**TASK DETAILS**
Transcribe the full listing, keeping every word as it stands.

=====

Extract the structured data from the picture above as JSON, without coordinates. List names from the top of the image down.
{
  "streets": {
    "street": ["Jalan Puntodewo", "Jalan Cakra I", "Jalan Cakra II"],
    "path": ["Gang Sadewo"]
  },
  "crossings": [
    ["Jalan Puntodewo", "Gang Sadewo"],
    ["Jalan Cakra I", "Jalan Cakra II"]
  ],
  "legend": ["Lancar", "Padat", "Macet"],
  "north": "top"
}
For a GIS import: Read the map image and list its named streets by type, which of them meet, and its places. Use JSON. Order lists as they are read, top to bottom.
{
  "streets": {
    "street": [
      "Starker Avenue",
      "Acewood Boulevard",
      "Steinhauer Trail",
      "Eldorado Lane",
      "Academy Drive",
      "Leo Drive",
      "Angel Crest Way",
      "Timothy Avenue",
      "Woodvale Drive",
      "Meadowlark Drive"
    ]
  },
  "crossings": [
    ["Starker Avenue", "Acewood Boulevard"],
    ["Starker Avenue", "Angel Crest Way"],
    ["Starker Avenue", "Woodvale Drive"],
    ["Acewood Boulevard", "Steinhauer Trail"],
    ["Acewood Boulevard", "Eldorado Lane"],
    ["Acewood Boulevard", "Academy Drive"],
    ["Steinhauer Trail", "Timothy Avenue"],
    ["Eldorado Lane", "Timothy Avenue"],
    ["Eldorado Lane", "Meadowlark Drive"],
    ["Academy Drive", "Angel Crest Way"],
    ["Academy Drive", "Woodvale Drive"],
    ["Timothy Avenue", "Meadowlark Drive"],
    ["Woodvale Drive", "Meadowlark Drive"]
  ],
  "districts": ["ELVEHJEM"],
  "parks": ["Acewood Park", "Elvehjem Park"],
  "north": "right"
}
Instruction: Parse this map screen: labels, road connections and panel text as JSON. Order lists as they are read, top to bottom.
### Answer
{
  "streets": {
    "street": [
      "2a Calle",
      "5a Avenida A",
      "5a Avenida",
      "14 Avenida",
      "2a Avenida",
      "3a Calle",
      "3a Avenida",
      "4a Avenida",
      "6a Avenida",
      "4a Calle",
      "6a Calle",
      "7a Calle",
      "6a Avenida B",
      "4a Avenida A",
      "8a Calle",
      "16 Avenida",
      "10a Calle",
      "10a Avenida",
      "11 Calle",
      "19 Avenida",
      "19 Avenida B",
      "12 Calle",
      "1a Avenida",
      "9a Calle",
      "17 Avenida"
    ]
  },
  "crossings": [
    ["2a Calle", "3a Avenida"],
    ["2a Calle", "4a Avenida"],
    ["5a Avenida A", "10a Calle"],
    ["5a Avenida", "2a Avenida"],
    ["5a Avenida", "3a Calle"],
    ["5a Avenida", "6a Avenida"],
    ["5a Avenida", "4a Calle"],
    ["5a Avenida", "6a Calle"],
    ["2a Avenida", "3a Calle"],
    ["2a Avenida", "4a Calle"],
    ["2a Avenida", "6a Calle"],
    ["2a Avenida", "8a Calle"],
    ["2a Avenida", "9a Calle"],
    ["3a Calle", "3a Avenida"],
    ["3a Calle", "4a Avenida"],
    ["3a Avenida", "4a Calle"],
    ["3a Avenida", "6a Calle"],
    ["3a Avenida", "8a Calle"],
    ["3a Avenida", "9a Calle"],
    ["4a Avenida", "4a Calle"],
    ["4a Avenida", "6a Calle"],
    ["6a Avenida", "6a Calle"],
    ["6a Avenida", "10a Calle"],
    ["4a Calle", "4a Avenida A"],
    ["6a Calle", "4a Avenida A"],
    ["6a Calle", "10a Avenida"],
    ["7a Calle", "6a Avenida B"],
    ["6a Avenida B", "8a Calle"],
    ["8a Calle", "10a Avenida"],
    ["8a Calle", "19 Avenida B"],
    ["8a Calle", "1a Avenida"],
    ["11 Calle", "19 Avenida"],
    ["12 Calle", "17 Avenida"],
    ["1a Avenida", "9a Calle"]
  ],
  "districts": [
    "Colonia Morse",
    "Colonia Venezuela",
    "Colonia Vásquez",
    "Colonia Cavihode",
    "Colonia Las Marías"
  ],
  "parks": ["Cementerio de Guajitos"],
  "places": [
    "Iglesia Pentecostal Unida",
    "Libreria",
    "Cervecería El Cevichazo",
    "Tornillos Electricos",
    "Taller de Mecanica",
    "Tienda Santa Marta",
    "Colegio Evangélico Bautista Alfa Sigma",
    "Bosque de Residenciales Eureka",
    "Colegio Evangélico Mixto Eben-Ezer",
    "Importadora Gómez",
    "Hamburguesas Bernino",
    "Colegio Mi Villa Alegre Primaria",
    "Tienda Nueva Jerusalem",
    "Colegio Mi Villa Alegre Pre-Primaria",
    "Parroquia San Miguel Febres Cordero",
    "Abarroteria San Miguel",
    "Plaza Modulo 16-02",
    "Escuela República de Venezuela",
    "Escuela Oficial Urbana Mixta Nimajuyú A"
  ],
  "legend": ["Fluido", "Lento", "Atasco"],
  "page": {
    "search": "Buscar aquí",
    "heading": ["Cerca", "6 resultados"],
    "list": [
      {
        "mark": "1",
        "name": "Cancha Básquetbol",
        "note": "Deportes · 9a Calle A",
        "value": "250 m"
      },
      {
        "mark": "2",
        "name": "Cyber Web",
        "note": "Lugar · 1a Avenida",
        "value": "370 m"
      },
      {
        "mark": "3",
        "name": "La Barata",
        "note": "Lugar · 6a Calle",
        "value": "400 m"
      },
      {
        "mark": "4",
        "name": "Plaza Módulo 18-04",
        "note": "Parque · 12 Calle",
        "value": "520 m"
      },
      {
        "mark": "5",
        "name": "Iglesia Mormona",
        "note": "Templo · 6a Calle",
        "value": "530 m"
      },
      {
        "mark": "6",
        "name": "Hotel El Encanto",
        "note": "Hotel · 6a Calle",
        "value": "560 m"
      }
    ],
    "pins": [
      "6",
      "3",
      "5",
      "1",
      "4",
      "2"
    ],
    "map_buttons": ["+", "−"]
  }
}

=====

**RESULT OF THIS TASK**
Extract the structured data from the picture above as JSON, without coordinates. List names from the top of the image down.
{
  "streets": {
    "street": ["Jalan Puntodewo", "Jalan Cakra I", "Jalan Cakra II"],
    "path": ["Gang Sadewo"]
  },
  "crossings": [
    ["Jalan Puntodewo", "Gang Sadewo"],
    ["Jalan Cakra I", "Jalan Cakra II"]
  ],
  "legend": ["Lancar", "Padat", "Macet"],
  "north": "top"
}
For a GIS import: Read the map image and list its named streets by type, which of them meet, and its places. Use JSON. Order lists as they are read, top to bottom.
{
  "streets": {
    "street": [
      "Starker Avenue",
      "Acewood Boulevard",
      "Steinhauer Trail",
      "Eldorado Lane",
      "Academy Drive",
      "Leo Drive",
      "Angel Crest Way",
      "Timothy Avenue",
      "Woodvale Drive",
      "Meadowlark Drive"
    ]
  },
  "crossings": [
    ["Starker Avenue", "Acewood Boulevard"],
    ["Starker Avenue", "Angel Crest Way"],
    ["Starker Avenue", "Woodvale Drive"],
    ["Acewood Boulevard", "Steinhauer Trail"],
    ["Acewood Boulevard", "Eldorado Lane"],
    ["Acewood Boulevard", "Academy Drive"],
    ["Steinhauer Trail", "Timothy Avenue"],
    ["Eldorado Lane", "Timothy Avenue"],
    ["Eldorado Lane", "Meadowlark Drive"],
    ["Academy Drive", "Angel Crest Way"],
    ["Academy Drive", "Woodvale Drive"],
    ["Timothy Avenue", "Meadowlark Drive"],
    ["Woodvale Drive", "Meadowlark Drive"]
  ],
  "districts": ["ELVEHJEM"],
  "parks": ["Acewood Park", "Elvehjem Park"],
  "north": "right"
}
Instruction: Parse this map screen: labels, road connections and panel text as JSON. Order lists as they are read, top to bottom.
### Answer
{
  "streets": {
    "street": [
      "2a Calle",
      "5a Avenida A",
      "5a Avenida",
      "14 Avenida",
      "2a Avenida",
      "3a Calle",
      "3a Avenida",
      "4a Avenida",
      "6a Avenida",
      "4a Calle",
      "6a Calle",
      "7a Calle",
      "6a Avenida B",
      "4a Avenida A",
      "8a Calle",
      "16 Avenida",
      "10a Calle",
      "10a Avenida",
      "11 Calle",
      "19 Avenida",
      "19 Avenida B",
      "12 Calle",
      "1a Avenida",
      "9a Calle",
      "17 Avenida"
    ]
  },
  "crossings": [
    ["2a Calle", "3a Avenida"],
    ["2a Calle", "4a Avenida"],
    ["5a Avenida A", "10a Calle"],
    ["5a Avenida", "2a Avenida"],
    ["5a Avenida", "3a Calle"],
    ["5a Avenida", "6a Avenida"],
    ["5a Avenida", "4a Calle"],
    ["5a Avenida", "6a Calle"],
    ["2a Avenida", "3a Calle"],
    ["2a Avenida", "4a Calle"],
    ["2a Avenida", "6a Calle"],
    ["2a Avenida", "8a Calle"],
    ["2a Avenida", "9a Calle"],
    ["3a Calle", "3a Avenida"],
    ["3a Calle", "4a Avenida"],
    ["3a Avenida", "4a Calle"],
    ["3a Avenida", "6a Calle"],
    ["3a Avenida", "8a Calle"],
    ["3a Avenida", "9a Calle"],
    ["4a Avenida", "4a Calle"],
    ["4a Avenida", "6a Calle"],
    ["6a Avenida", "6a Calle"],
    ["6a Avenida", "10a Calle"],
    ["4a Calle", "4a Avenida A"],
    ["6a Calle", "4a Avenida A"],
    ["6a Calle", "10a Avenida"],
    ["7a Calle", "6a Avenida B"],
    ["6a Avenida B", "8a Calle"],
    ["8a Calle", "10a Avenida"],
    ["8a Calle", "19 Avenida B"],
    ["8a Calle", "1a Avenida"],
    ["11 Calle", "19 Avenida"],
    ["12 Calle", "17 Avenida"],
    ["1a Avenida", "9a Calle"]
  ],
  "districts": [
    "Colonia Morse",
    "Colonia Venezuela",
    "Colonia Vásquez",
    "Colonia Cavihode",
    "Colonia Las Marías"
  ],
  "parks": ["Cementerio de Guajitos"],
  "places": [
    "Iglesia Pentecostal Unida",
    "Libreria",
    "Cervecería El Cevichazo",
    "Tornillos Electricos",
    "Taller de Mecanica",
    "Tienda Santa Marta",
    "Colegio Evangélico Bautista Alfa Sigma",
    "Bosque de Residenciales Eureka",
    "Colegio Evangélico Mixto Eben-Ezer",
    "Importadora Gómez",
    "Hamburguesas Bernino",
    "Colegio Mi Villa Alegre Primaria",
    "Tienda Nueva Jerusalem",
    "Colegio Mi Villa Alegre Pre-Primaria",
    "Parroquia San Miguel Febres Cordero",
    "Abarroteria San Miguel",
    "Plaza Modulo 16-02",
    "Escuela República de Venezuela",
    "Escuela Oficial Urbana Mixta Nimajuyú A"
  ],
  "legend": ["Fluido", "Lento", "Atasco"],
  "page": {
    "search": "Buscar aquí",
    "heading": ["Cerca", "6 resultados"],
    "list": [
      {
        "mark": "1",
        "name": "Cancha Básquetbol",
        "note": "Deportes · 9a Calle A",
        "value": "250 m"
      },
      {
        "mark": "2",
        "name": "Cyber Web",
        "note": "Lugar · 1a Avenida",
        "value": "370 m"
      },
      {
        "mark": "3",
        "name": "La Barata",
        "note": "Lugar · 6a Calle",
        "value": "400 m"
      },
      {
        "mark": "4",
        "name": "Plaza Módulo 18-04",
        "note": "Parque · 12 Calle",
        "value": "520 m"
      },
      {
        "mark": "5",
        "name": "Iglesia Mormona",
        "note": "Templo · 6a Calle",
        "value": "530 m"
      },
      {
        "mark": "6",
        "name": "Hotel El Encanto",
        "note": "Hotel · 6a Calle",
        "value": "560 m"
      }
    ],
    "pins": [
      "6",
      "3",
      "5",
      "1",
      "4",
      "2"
    ],
    "map_buttons": ["+", "−"]
  }
}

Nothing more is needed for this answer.